EXERCISE DESCRIPTION: Check each line of the material, and show the ones that include the word "evenodd".
== DATA EXCERPTS
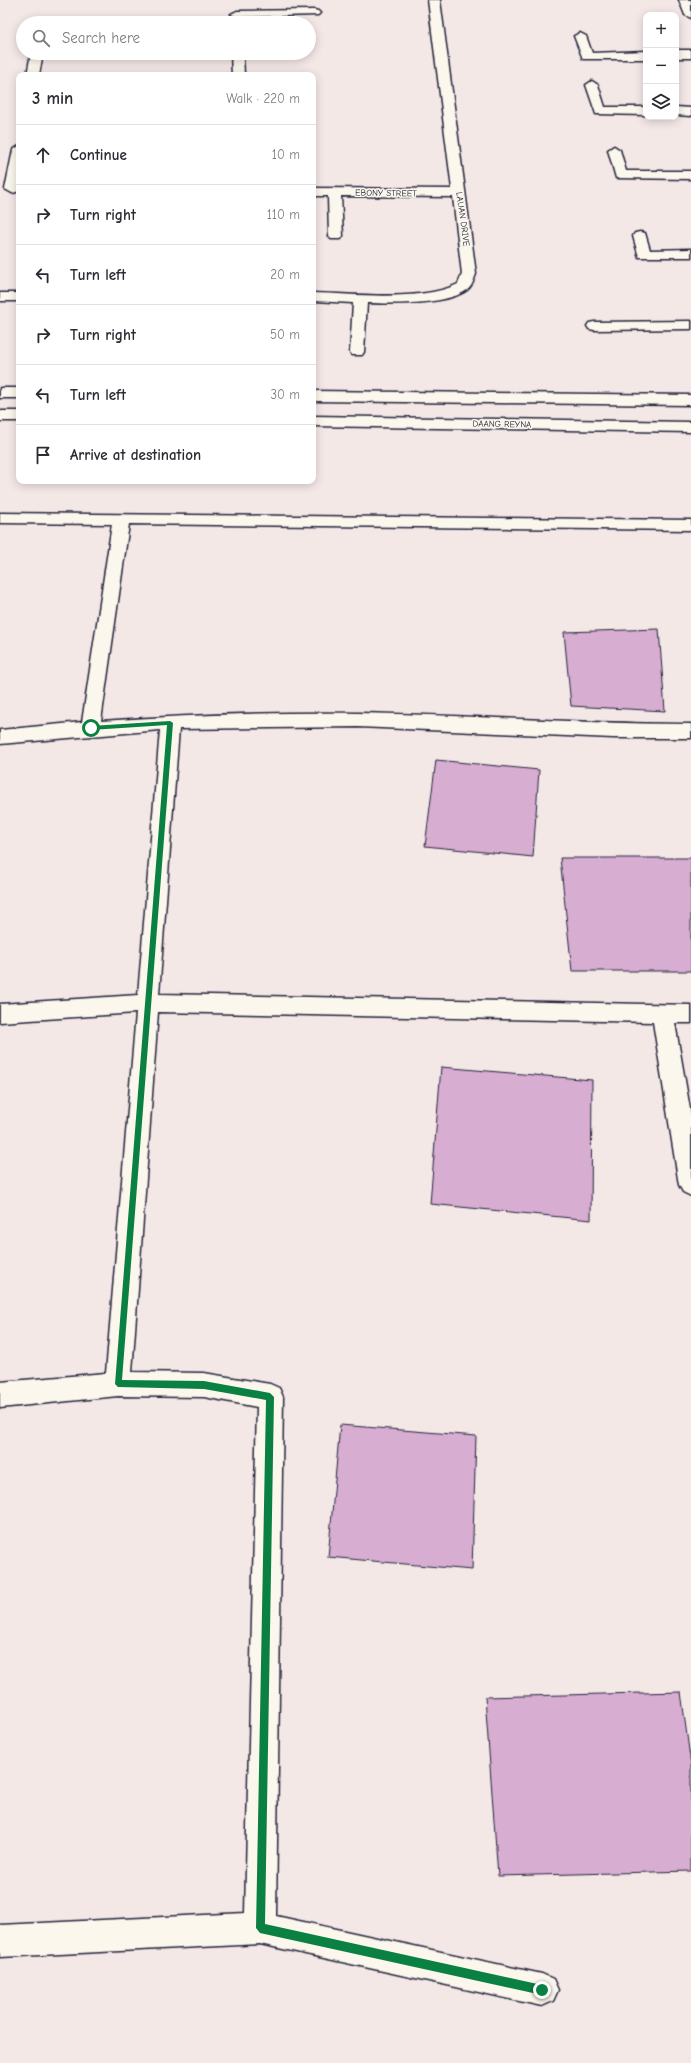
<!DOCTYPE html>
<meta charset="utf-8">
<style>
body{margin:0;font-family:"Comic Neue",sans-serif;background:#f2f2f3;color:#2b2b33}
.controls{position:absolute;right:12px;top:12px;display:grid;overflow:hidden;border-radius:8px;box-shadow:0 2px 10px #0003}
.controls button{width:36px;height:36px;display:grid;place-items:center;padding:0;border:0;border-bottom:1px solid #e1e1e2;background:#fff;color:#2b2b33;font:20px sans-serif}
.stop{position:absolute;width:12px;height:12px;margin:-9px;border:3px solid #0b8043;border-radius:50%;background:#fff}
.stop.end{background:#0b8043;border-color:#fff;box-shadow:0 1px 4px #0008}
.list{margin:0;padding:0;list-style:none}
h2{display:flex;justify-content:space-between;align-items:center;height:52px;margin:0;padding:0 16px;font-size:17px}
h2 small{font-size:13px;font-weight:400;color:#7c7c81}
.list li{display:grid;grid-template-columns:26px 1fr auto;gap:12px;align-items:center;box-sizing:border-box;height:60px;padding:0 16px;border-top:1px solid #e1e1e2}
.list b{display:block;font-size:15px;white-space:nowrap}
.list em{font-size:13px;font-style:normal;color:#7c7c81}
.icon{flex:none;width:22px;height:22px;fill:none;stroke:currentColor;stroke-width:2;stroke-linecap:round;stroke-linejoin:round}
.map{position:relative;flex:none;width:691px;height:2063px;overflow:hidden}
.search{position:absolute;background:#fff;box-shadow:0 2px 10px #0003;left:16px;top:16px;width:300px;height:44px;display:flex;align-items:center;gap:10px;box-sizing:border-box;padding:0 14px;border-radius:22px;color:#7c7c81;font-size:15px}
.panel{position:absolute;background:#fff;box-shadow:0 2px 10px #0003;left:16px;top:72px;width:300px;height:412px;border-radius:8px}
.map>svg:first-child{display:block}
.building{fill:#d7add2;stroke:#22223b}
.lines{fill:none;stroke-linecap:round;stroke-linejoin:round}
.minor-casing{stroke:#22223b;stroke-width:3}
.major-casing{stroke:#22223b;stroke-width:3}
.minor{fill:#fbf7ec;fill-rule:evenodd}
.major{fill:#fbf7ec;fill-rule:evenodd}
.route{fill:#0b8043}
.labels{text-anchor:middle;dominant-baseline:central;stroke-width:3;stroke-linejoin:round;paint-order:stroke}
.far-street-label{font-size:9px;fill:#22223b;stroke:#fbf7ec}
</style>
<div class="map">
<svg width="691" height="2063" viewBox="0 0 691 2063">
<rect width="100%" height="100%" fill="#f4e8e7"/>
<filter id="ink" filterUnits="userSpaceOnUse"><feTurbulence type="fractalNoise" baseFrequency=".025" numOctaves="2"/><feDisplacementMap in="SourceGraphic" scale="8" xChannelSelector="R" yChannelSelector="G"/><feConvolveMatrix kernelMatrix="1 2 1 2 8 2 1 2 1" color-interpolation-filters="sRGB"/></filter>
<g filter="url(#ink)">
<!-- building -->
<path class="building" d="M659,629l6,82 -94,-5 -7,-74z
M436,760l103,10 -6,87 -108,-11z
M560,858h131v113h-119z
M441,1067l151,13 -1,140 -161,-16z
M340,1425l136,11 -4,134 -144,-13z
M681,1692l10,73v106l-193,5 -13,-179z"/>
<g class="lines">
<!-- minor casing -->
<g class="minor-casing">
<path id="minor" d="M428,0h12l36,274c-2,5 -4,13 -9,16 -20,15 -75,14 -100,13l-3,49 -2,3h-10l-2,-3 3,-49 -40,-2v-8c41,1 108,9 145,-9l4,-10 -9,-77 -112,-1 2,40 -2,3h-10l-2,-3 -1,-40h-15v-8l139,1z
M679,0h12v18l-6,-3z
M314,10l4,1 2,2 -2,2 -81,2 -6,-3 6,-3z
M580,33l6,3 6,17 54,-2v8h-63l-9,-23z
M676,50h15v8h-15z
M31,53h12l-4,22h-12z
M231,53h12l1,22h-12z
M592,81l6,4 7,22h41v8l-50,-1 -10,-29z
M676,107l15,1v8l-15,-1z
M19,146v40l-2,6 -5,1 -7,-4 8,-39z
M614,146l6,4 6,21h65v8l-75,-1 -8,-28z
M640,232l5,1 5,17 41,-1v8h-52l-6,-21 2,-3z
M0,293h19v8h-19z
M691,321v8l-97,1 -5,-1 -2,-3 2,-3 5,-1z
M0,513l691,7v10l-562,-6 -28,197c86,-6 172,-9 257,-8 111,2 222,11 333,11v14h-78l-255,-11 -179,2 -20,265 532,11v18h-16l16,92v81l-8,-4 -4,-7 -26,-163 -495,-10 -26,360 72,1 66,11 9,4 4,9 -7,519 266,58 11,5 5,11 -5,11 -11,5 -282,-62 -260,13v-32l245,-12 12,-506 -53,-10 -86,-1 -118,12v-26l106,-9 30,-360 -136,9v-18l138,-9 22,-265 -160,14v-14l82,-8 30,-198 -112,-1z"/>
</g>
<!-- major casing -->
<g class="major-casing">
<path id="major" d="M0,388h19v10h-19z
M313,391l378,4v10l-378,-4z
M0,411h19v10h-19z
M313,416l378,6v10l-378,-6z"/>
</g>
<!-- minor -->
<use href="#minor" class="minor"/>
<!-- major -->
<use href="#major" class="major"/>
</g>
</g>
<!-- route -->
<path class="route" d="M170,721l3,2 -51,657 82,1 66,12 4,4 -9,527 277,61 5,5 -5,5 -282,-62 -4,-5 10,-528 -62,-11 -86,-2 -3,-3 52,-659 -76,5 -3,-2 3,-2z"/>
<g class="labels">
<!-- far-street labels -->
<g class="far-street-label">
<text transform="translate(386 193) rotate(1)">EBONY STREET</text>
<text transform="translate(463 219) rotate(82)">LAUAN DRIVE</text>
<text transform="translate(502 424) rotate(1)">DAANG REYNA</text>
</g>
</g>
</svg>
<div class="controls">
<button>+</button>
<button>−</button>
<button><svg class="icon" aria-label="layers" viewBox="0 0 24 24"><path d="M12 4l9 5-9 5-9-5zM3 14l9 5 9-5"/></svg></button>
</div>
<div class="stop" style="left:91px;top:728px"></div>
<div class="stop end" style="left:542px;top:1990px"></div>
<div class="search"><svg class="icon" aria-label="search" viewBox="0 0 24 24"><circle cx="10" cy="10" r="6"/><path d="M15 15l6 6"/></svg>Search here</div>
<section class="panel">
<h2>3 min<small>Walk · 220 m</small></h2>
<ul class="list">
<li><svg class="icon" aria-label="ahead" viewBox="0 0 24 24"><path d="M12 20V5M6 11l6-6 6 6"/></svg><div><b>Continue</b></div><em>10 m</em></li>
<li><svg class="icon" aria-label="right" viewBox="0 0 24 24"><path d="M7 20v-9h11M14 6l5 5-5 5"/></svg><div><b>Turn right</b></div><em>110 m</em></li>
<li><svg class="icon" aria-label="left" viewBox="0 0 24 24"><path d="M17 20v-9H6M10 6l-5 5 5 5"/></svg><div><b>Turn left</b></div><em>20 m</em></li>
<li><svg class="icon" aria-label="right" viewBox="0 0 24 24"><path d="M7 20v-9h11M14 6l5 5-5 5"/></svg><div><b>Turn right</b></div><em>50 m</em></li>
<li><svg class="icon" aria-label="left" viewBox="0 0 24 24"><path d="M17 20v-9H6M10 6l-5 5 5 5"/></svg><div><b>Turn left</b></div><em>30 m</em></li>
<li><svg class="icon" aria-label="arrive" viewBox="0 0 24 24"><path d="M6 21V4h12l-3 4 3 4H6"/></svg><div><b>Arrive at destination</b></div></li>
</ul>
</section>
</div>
====
RESULT FOR THIS TASK:
.minor{fill:#fbf7ec;fill-rule:evenodd}
.major{fill:#fbf7ec;fill-rule:evenodd}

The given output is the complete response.